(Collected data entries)
___

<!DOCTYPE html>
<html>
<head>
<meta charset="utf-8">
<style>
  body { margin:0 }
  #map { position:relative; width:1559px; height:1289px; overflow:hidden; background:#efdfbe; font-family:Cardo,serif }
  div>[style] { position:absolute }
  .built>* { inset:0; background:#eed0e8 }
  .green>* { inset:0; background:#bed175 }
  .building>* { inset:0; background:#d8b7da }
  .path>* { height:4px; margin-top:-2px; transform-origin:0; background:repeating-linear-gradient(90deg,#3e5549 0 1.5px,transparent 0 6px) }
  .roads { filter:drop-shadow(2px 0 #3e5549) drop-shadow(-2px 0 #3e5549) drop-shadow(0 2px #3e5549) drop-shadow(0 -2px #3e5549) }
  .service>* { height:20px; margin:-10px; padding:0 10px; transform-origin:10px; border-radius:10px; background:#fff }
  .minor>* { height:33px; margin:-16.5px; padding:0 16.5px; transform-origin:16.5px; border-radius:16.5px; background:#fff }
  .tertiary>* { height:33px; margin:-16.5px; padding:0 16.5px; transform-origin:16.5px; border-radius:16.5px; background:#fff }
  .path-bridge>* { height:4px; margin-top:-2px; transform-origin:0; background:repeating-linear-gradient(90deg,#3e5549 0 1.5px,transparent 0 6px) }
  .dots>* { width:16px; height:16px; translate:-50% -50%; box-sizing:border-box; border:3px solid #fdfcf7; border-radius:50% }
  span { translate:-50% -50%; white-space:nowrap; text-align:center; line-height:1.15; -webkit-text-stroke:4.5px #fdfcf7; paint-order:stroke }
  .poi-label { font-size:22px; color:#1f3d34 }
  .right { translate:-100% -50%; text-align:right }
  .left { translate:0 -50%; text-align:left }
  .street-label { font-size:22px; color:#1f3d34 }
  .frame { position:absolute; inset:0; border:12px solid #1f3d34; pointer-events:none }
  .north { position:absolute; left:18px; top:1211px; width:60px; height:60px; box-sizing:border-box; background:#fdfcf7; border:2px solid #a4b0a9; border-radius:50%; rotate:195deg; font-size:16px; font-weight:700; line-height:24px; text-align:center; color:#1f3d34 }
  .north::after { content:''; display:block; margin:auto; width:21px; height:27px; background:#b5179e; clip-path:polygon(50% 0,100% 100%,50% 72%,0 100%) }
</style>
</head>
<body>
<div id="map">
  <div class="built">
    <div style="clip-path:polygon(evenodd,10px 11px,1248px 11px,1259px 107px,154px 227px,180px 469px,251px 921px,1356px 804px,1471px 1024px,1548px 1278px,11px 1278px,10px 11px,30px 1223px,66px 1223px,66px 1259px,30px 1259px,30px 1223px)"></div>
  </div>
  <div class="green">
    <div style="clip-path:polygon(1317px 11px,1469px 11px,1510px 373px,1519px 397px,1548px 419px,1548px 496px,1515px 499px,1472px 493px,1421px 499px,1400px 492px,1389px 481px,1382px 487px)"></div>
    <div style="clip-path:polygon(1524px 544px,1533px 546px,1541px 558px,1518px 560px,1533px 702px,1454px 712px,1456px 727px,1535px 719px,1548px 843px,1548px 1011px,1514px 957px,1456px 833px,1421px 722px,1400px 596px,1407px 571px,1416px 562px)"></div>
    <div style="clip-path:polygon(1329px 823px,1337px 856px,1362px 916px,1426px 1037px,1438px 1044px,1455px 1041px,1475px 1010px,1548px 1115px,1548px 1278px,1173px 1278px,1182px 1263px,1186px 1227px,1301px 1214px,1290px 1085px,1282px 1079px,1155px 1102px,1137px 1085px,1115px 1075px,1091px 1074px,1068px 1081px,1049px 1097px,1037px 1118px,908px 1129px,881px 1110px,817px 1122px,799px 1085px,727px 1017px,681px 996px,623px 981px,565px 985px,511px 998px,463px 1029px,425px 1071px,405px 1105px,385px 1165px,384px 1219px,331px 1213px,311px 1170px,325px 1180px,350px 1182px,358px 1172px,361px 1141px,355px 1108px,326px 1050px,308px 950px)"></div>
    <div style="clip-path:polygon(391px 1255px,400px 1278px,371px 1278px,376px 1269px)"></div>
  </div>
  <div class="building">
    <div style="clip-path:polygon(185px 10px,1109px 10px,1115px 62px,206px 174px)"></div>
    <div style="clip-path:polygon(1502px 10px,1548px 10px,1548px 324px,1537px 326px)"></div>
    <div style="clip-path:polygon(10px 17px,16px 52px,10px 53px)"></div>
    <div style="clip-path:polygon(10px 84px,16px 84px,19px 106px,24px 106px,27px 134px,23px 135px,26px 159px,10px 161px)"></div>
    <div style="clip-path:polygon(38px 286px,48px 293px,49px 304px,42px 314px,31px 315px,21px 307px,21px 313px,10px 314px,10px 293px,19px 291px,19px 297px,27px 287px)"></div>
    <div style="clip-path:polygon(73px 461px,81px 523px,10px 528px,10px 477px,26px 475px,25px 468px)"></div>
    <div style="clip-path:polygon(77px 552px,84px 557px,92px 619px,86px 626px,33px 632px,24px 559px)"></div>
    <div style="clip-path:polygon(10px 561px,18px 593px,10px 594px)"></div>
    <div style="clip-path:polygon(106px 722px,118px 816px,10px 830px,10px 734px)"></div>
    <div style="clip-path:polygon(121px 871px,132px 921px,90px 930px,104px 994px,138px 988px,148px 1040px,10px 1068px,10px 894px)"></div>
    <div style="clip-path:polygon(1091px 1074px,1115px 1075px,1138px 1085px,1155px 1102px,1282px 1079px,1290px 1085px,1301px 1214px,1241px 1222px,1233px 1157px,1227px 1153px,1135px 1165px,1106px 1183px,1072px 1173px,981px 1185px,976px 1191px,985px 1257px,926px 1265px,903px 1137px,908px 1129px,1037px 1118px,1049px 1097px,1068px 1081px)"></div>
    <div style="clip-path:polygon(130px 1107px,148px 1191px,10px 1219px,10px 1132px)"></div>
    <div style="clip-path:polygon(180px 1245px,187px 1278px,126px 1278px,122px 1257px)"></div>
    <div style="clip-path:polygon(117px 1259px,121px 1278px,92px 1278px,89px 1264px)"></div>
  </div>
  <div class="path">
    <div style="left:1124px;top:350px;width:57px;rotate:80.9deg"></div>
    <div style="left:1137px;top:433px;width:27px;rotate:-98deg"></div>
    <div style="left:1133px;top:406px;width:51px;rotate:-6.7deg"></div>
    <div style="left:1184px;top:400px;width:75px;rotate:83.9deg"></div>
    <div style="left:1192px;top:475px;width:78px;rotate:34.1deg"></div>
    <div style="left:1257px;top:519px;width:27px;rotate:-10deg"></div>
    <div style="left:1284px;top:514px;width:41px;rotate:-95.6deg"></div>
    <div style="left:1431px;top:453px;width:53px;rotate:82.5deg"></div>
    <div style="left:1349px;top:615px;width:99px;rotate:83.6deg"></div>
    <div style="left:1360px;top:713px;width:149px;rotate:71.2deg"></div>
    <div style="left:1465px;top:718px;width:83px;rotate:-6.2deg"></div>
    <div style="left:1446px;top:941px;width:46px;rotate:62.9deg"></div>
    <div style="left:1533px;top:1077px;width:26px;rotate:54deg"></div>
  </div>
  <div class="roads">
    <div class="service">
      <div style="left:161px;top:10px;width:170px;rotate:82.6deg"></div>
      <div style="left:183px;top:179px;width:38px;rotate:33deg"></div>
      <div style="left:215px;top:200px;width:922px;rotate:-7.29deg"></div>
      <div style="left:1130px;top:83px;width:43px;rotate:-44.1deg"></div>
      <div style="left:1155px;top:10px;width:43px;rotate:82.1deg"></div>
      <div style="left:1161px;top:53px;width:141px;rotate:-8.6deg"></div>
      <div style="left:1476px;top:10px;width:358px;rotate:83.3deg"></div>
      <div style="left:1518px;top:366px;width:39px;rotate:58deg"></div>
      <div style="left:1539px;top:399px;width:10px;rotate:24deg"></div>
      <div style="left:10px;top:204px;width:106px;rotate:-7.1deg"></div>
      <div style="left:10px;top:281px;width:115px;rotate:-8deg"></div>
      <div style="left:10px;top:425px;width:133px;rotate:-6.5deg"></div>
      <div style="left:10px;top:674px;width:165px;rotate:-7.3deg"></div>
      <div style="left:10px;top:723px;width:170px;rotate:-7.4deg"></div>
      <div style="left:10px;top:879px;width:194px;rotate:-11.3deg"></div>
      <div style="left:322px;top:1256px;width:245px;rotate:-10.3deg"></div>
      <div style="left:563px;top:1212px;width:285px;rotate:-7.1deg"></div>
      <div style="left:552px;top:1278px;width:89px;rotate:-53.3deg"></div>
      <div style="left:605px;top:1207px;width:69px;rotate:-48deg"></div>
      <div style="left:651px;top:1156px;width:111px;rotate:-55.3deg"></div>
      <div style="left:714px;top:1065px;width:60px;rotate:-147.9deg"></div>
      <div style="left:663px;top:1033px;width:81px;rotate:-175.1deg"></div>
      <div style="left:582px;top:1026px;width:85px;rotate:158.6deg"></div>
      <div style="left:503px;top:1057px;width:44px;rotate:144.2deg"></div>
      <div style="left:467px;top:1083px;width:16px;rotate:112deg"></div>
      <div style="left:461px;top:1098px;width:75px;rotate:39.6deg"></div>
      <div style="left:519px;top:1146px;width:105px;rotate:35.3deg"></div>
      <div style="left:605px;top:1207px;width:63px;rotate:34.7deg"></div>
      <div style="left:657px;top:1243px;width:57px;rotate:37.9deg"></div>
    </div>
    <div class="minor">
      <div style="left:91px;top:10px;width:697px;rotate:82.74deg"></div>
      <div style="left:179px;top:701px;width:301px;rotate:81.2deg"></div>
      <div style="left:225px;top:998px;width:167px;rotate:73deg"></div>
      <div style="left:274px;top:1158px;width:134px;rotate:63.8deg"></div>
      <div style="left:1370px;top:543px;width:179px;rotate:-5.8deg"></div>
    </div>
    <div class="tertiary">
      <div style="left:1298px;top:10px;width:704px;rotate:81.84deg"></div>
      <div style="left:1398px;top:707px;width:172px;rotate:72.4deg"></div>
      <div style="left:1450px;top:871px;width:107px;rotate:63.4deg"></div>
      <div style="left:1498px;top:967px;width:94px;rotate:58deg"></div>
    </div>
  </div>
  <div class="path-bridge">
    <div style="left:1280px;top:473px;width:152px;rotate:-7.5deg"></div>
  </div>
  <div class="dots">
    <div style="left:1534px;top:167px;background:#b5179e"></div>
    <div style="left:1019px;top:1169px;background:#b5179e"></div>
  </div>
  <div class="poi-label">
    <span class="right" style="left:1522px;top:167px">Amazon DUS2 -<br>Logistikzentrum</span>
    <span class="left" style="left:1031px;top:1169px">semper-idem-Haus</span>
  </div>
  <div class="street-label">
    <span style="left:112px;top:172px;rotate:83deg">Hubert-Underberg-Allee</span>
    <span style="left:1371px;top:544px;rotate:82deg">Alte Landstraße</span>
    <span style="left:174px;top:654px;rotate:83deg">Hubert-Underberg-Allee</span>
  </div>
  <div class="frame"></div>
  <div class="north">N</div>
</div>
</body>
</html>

___

_Brief:_ Would you output, from the records above, exactly the run of lines that starts at the line containing "translate:-100% -50%; text-align:right" and ends at the line containing "position:absolute; left:18px; top:1211px;", and only that run?

_Your solution:_
  .right { translate:-100% -50%; text-align:right }
  .left { translate:0 -50%; text-align:left }
  .street-label { font-size:22px; color:#1f3d34 }
  .frame { position:absolute; inset:0; border:12px solid #1f3d34; pointer-events:none }
  .north { position:absolute; left:18px; top:1211px; width:60px; height:60px; box-sizing:border-box; background:#fdfcf7; border:2px solid #a4b0a9; border-radius:50%; rotate:195deg; font-size:16px; font-weight:700; line-height:24px; text-align:center; color:#1f3d34 }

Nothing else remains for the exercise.